I've sunk embarrassing hours into GeoGuessr. There's something deeply satisfying about squinting at a road sign in Cyrillic, spotting a right-hand-drive car, and triumphantly dropping a pin somewhere in rural Bulgaria. One evening, while half-listening to a Turkish podcast I didn't understand, it clicked — what if the clue wasn't a photo of a street, but the sound of a language?
Think about it. You hear someone speaking. The rhythm, the vowels, the melody of the sentence. Can you tell Japanese from Korean? Portuguese from Spanish? Hindi from Urdu? That question became LinguaGuessr — a game where you listen to a language, pin its origin on a world map, and get scored by how close you land.
This is the story of how I built it, the tech decisions that shaped it, and how I made the entire UI speak 8 languages overnight — using Lingo.dev.
The problem: language learning is boring, and i18n is painful
Let's be honest — most language learning apps are glorified flashcard decks. Duolingo gamified vocabulary drills, but the core loop is still memorize → recall → repeat. GeoGuessr proved that geography can become a game people play for fun, not obligation. Why hasn't anyone done that for linguistics?
I wanted to build something where you experience languages rather than study them. Hear a clip, feel the rhythm, take a guess, learn a fun fact. No textbooks, no streaks, no guilt.

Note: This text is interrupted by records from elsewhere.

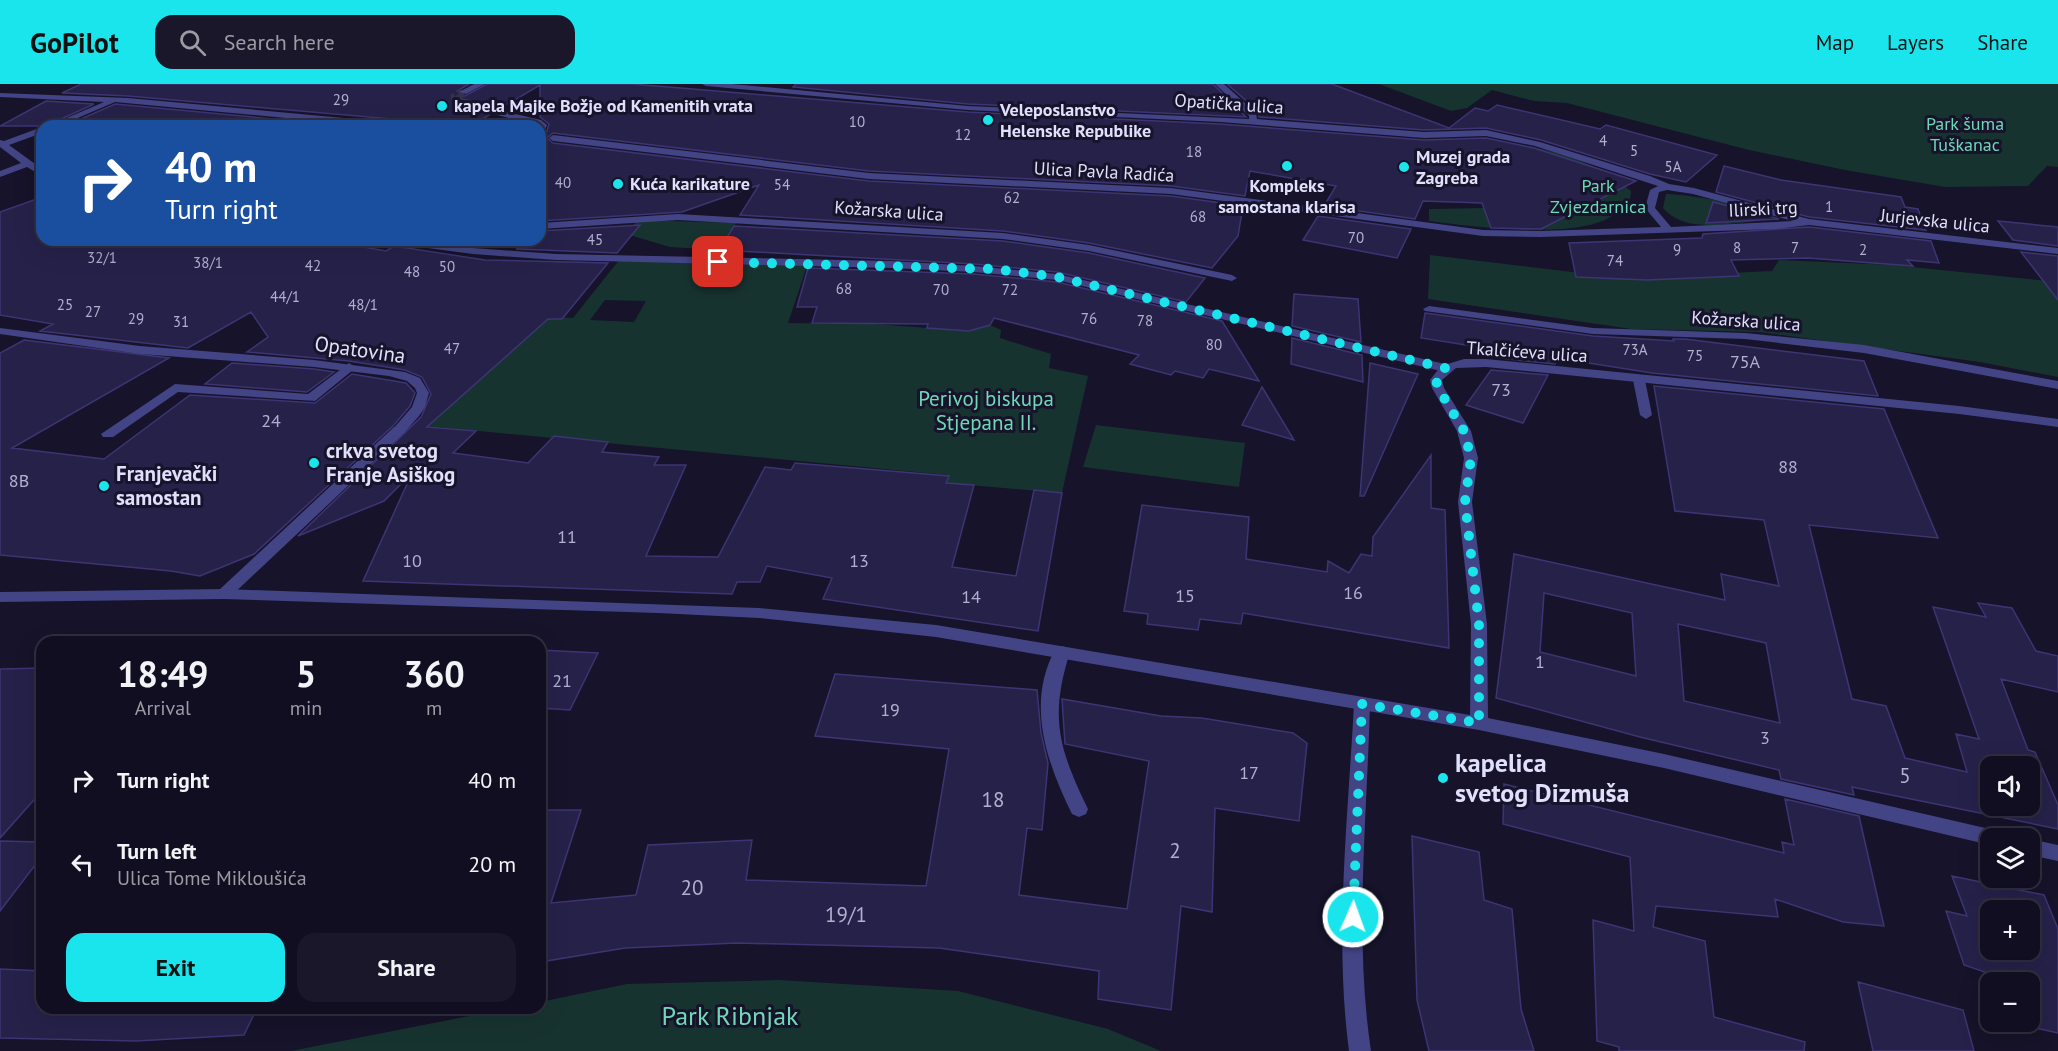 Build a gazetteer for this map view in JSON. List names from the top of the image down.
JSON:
{
  "streets": {
    "street": [
      "Opatička ulica",
      "Ulica Pavla Radića",
      "Ilirski trg",
      "Kožarska ulica",
      "Jurjevska ulica",
      "Opatovina",
      "Tkalčićeva ulica"
    ]
  },
  "crossings": [
    ["Opatička ulica", "Ilirski trg"],
    ["Ulica Pavla Radića", "Ilirski trg"],
    ["Ilirski trg", "Jurjevska ulica"]
  ],
  "parks": [
    "Park šuma Tuškanac",
    "Park Zvjezdarnica",
    "Perivoj biskupa Stjepana II.",
    "Park Ribnjak"
  ],
  "places": [
    "kapela Majke Božje od Kamenitih vrata",
    "Veleposlanstvo Helenske Republike",
    "Kompleks samostana klarisa",
    "Muzej grada Zagreba",
    "Kuća karikature",
    "crkva svetog Franje Asiškog",
    "Franjevački samostan",
    "kapelica svetog Dizmuša"
  ],
  "house_numbers": [
    "29",
    "10",
    "12",
    "4",
    "5",
    "18",
    "5A",
    "40",
    "54",
    "62",
    "1",
    "68",
    "70",
    "45",
    "8",
    "7",
    "9",
    "2",
    "32/1",
    "74",
    "38/1",
    "42",
    "50",
    "48",
    "68",
    "70",
    "72",
    "44/1",
    "25",
    "48/1",
    "27",
    "29",
    "76",
    "78",
    "31",
    "80",
    "47",
    "73A",
    "75",
    "75A",
    "73",
    "24",
    "88",
    "8B",
    "11",
    "10",
    "13",
    "16",
    "15",
    "14",
    "1",
    "21",
    "19",
    "3",
    "17",
    "5",
    "18",
    "2",
    "20",
    "19/1"
  ],
  "page": {
    "header": "GoPilot",
    "search": "Search here",
    "nav": ["Map", "Layers", "Share"],
    "turn": ["40 m", "Turn right"],
    "eta": [
      "18:49",
      "Arrival",
      "5",
      "min",
      "360",
      "m"
    ],
    "list": [
      {
        "name": "Turn right",
        "value": "40 m"
      },
      {
        "name": "Turn left",
        "note": "Ulica Tome Mikloušića",
        "value": "20 m"
      }
    ],
    "map_buttons": ["+", "−"],
    "buttons": ["Exit", "Share"]
  }
}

But there was a second problem lurking underneath: if you're building a game about languages for a global audience, the UI itself needs to speak the player's language. And anyone who's shipped i18n knows the pain — JSON key files, missing translations, string interpolation bugs, a whole parallel codebase just for text. Building a game is hard enough. Making it multilingual felt like signing up for two projects.
What is LinguaGuessr?
The game loop is dead simple — three steps:
- Listen — Hear a clip of someone speaking a mystery language
- Pin — Click anywhere on the world map to place your guess
- Score — The closer your pin to the language's true origin, the more points you earn (max 5,000 per round)

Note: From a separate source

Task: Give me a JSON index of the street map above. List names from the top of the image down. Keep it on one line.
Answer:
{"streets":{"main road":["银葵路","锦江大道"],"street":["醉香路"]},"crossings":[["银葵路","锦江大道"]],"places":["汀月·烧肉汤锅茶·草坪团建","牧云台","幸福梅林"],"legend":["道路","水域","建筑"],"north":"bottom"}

There are 125+ languages in the database — from the obvious (English, Spanish, Mandarin) to the obscure (Basque, Yoruba, Guarani, Corsican). Each language comes with geographic coordinates, a difficulty rating, and a fun cultural fact that shows up after you guess.

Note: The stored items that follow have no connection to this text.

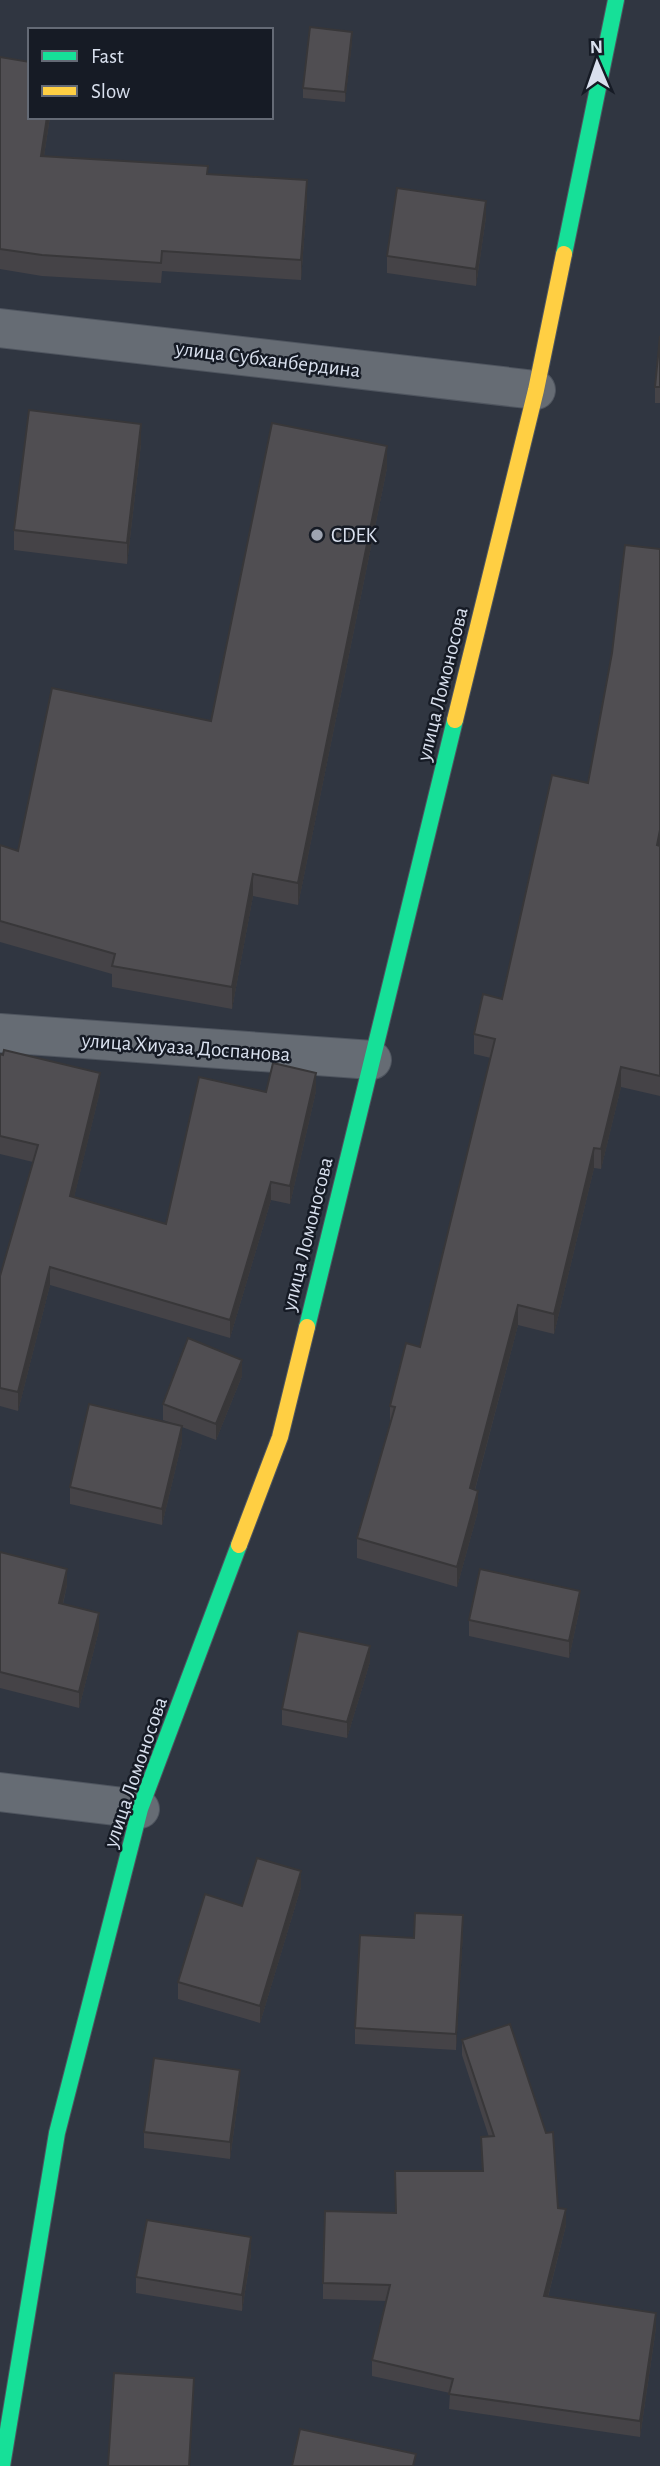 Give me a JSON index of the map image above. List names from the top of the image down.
{
  "streets": {
    "main road": ["улица Ломоносова"],
    "street": ["улица Субханбердина", "улица Хиуаза Доспанова"]
  },
  "crossings": [
    ["улица Субханбердина", "улица Ломоносова"],
    ["улица Ломоносова", "улица Хиуаза Доспанова"]
  ],
  "places": ["CDEK"],
  "legend": ["Fast", "Slow"],
  "north": "top"
}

The game supports solo mode with a global leaderboard, and multiplayer mode where you create a room, share a code, and compete in real time. Five rounds per game, max 25,000 points, and bragging rights for whoever knows their Amharic from their Tigrinya.
Tech stack
Here's what powers LinguaGuessr under the hood:
| Layer | Technology | Why |
|---|---|---|
| Framework | Next.js 16 (App Router) | Server components, API routes, fast builds |
| Styling | Tailwind CSS v4 | Utility-first, dark theme, zero CSS files |
| Map | Leaflet + react-leaflet | Open-source, lightweight, great mobile support |
| Realtime | Supabase (Postgres + Realtime) | Room codes, presence, broadcast — all in one |
| i18n | Lingo.dev (Compiler + SDK + CLI + CI/CD) | Build-time JSX translation, runtime dynamic translation |
| Audio | Web Speech API | Zero-cost TTS with native browser voices |
| Language | TypeScript | Type safety across the entire stack |
Every choice was deliberate — I wanted a stack that could ship fast, scale to multiplayer, and handle i18n without a separate translation infrastructure.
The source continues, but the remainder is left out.